» **WHAT YOU SHOULD DO**:
Every line of the material that mentions the word "lists" should be copied out.
====== MATERIAL FOR THE TASK ======
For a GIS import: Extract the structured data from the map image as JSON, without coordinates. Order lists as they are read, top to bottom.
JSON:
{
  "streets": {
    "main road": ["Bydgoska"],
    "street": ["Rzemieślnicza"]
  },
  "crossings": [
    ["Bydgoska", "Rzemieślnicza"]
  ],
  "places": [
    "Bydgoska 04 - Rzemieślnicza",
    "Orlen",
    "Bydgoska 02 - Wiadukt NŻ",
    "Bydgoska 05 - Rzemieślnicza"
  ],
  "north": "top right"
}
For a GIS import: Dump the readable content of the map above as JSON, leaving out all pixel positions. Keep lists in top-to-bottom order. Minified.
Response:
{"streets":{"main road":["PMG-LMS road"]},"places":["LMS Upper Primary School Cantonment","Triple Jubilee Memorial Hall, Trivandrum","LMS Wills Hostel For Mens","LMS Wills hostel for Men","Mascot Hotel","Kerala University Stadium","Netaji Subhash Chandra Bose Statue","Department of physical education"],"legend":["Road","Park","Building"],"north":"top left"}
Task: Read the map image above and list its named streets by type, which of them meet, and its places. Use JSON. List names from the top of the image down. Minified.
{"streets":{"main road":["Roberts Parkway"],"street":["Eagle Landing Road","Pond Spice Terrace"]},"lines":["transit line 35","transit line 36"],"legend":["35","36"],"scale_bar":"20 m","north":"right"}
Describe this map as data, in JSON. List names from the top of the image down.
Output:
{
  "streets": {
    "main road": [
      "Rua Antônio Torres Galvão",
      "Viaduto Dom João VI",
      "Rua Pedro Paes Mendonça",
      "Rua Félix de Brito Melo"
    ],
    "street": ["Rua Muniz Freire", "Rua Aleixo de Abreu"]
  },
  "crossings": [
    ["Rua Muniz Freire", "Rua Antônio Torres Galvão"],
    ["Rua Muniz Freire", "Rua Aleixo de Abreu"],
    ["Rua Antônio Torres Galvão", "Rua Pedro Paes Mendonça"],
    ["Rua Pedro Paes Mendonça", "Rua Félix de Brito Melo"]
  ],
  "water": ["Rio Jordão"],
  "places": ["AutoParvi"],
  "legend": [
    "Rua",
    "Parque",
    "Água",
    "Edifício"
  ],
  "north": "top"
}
======
» **WRITTEN ANSWER**:
For a GIS import: Extract the structured data from the map image as JSON, without coordinates. Order lists as they are read, top to bottom.
For a GIS import: Dump the readable content of the map above as JSON, leaving out all pixel positions. Keep lists in top-to-bottom order. Minified.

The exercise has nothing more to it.